Friday, December 8, 2017

11:00 AM-1:00 PM

BIOMED PhD Thesis Defense

Characterization and Modeling of Metabolic Stress Responses in Cellular Aging

David Alfego, PhD Candidate, School of Biomedical Engineering, Science and Health Systems, Drexel University

Andres Kriete, PhD, Associate Professor School of Biomedical Engineering, Science and Health Systems, Drexel University

Aging affects normal functions and mechanisms of cells, tissues and organisms throughout their lifespan. These changes can lead to any number of potential health risks, diseases and other disorders. With cellular aging activating stress response pathways as the center of this study, the causes leading to these cell stress responses still need to be fully explored, though evidence points towards the involvement of mitochondrial dysfunction and decreased ATP production. Experimental energy restriction in quiescent cells (ERiQ) through perturbations of mitochondrial function causes adaptive changes in response to reduced ATP, NAD+ and NADP levels in AKT, NF-κB, p53 and mTOR pathways. The construction of a theoretical computational model, complementary to the experimental model, is based on feedback modules enabling investigations of the interplay of key signaling nodes and cellular adaptations in response to energy stress can help visualize this. The in-silico model demonstrates adaptations to sudden energetic perturbations, promoting cellular survival and recovery.

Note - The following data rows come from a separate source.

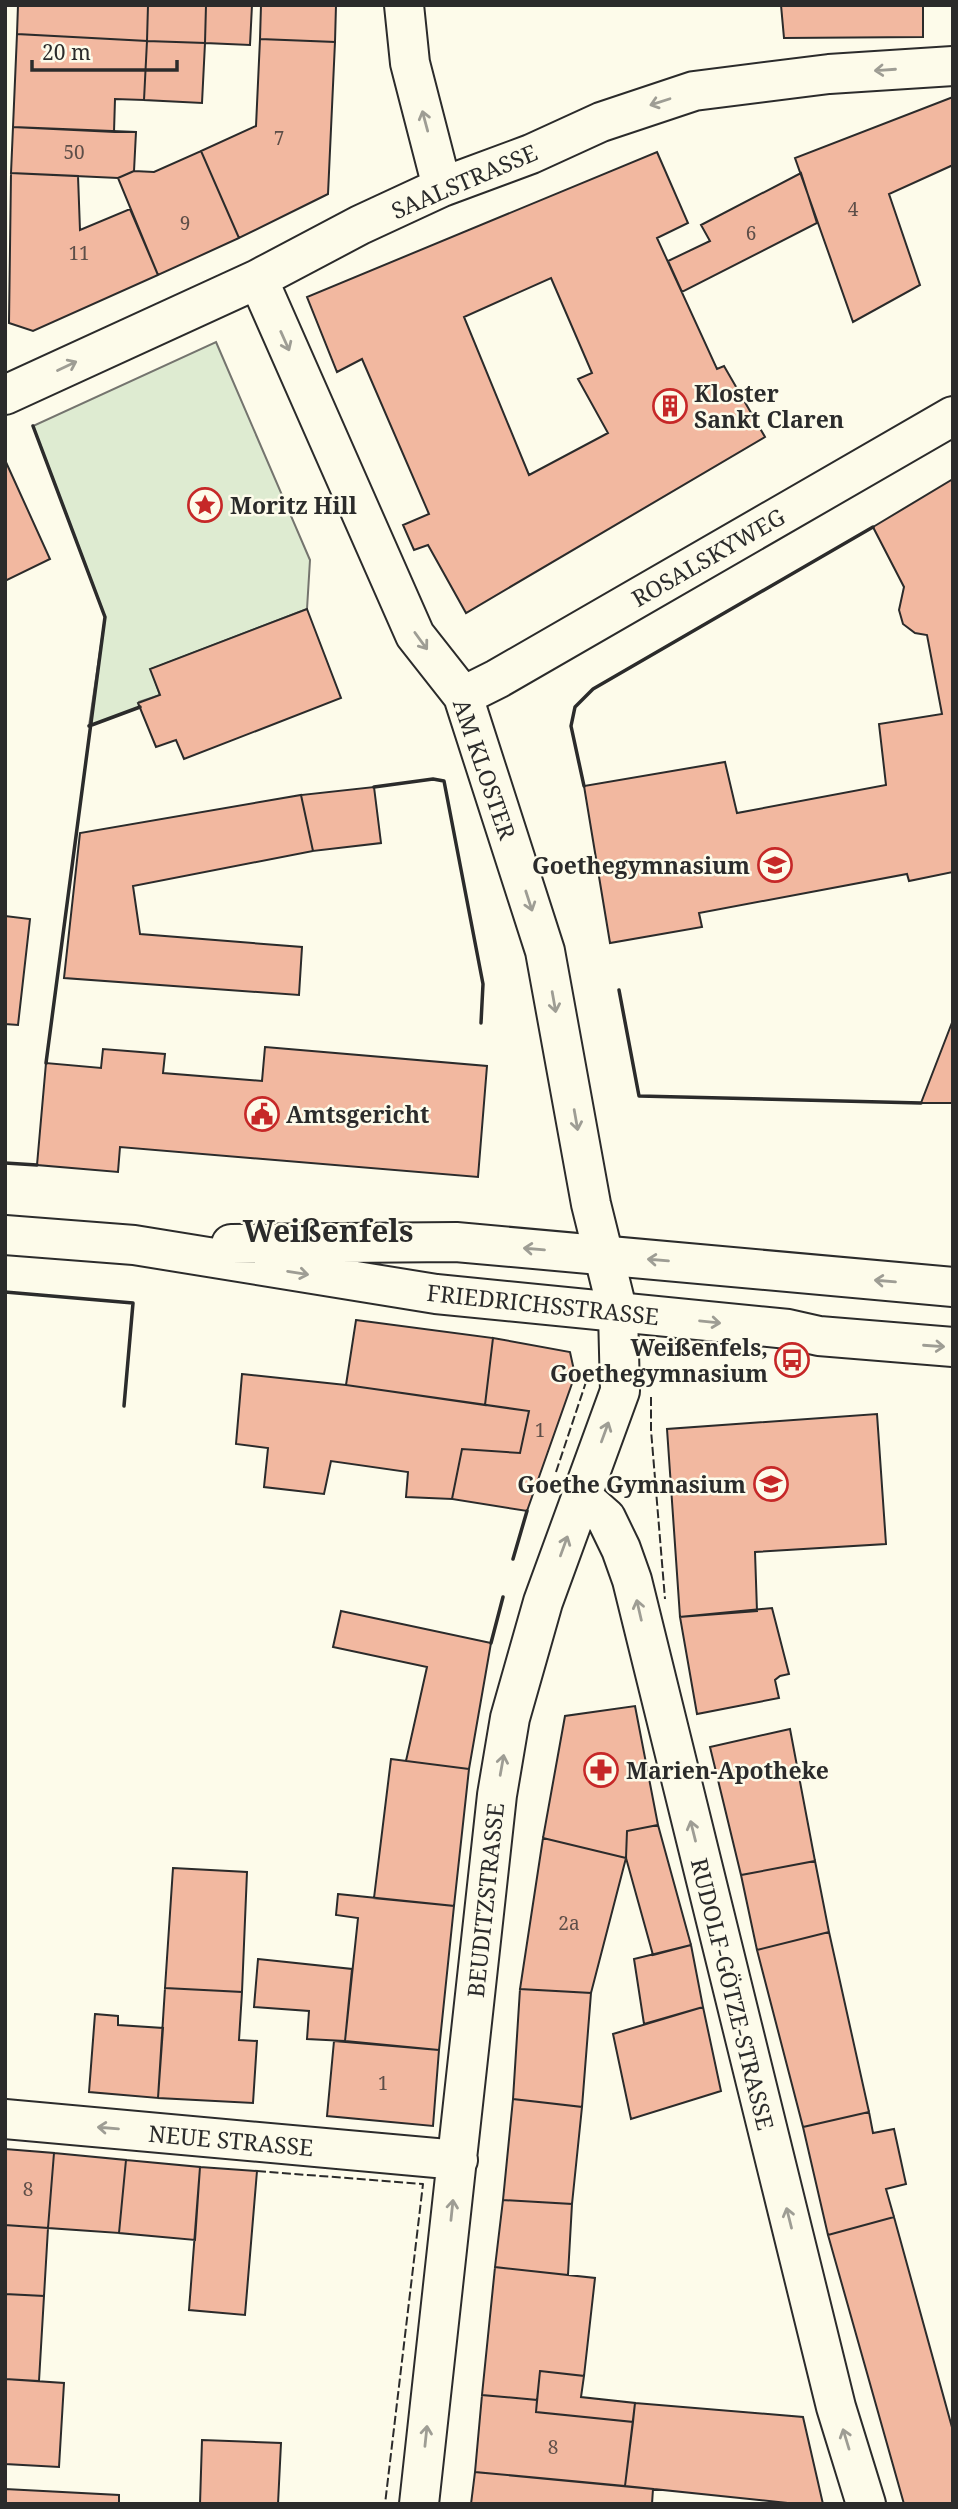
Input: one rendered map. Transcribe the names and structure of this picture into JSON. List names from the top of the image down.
{
  "streets": {
    "street": [
      "SAALSTRASSE",
      "ROSALSKYWEG",
      "AM KLOSTER",
      "FRIEDRICHSSTRASSE",
      "BEUDITZSTRASSE",
      "RUDOLF-GÖTZE-STRASSE",
      "NEUE STRASSE"
    ]
  },
  "crossings": [
    ["SAALSTRASSE", "AM KLOSTER"],
    ["ROSALSKYWEG", "AM KLOSTER"],
    ["AM KLOSTER", "FRIEDRICHSSTRASSE"],
    ["AM KLOSTER", "BEUDITZSTRASSE"],
    ["FRIEDRICHSSTRASSE", "BEUDITZSTRASSE"],
    ["BEUDITZSTRASSE", "RUDOLF-GÖTZE-STRASSE"],
    ["BEUDITZSTRASSE", "NEUE STRASSE"]
  ],
  "one_way": [
    "AM KLOSTER",
    "BEUDITZSTRASSE",
    "RUDOLF-GÖTZE-STRASSE",
    "NEUE STRASSE"
  ],
  "districts": ["Weißenfels"],
  "places": {
    "building": ["Kloster Sankt Claren"],
    "place": ["Moritz Hill"],
    "school or university": ["Goethegymnasium", "Goethe Gymnasium"],
    "public building": ["Amtsgericht"],
    "bus stop": ["Weißenfels, Goethegymnasium"],
    "pharmacy": ["Marien-Apotheke"]
  },
  "house_numbers": [
    "7",
    "50",
    "4",
    "9",
    "6",
    "11",
    "1",
    "2a",
    "1",
    "8",
    "8"
  ],
  "scale_bar": "20 m"
}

This thesis hypothesizes that the very same mechanisms are chronically activated during aging, revealing conflicting responses with respect to mitochondrial function contributing to a lockstep progression of decline. The model makes predictions consistent with inhibitory and gain-of-function experiments in aging.

The relevance of ERiQ is further emphasized by a transcription factor (TF) meta-analysis of gene expression datasets accrued from 18 tissues from individuals at different biological ages, which were compared to 7 different experimental platforms. Experimental datasets included replicative senescence and ERiQ, in which ATP was transiently reduced. TF motifs in promoter regions of trimmed sets of target genes were scanned using JASPAR and TRANSFAC motifs and TF signatures established a global mapping of agglomerating motifs with distinct clusters when ranked hierarchically. Remarkably, the ERiQ profile was shared with the majority of in-vivo aged tissues. Fitting motifs in a minimalistic protein-protein network model allowed us to probe for connectivity to distinct stress sensors. DNA damage sensors ATM and ATR linked to one subnetwork associated with senescence. By contrast, energy sensors PTEN and AMPK connected to the nodes in the ERiQ subnetwork. These data suggest that energy deprivation may be linked to transcriptional patterns characteristic of many aged tissues distinct from cumulative DNA damage associated with senescence. Finally, we exemplify the combined use of the predictive power of the computational model with experimental investigation in-vitro using inhibitors, receptor agonists and antioxidants, which may improve the energetic situation in aged cells.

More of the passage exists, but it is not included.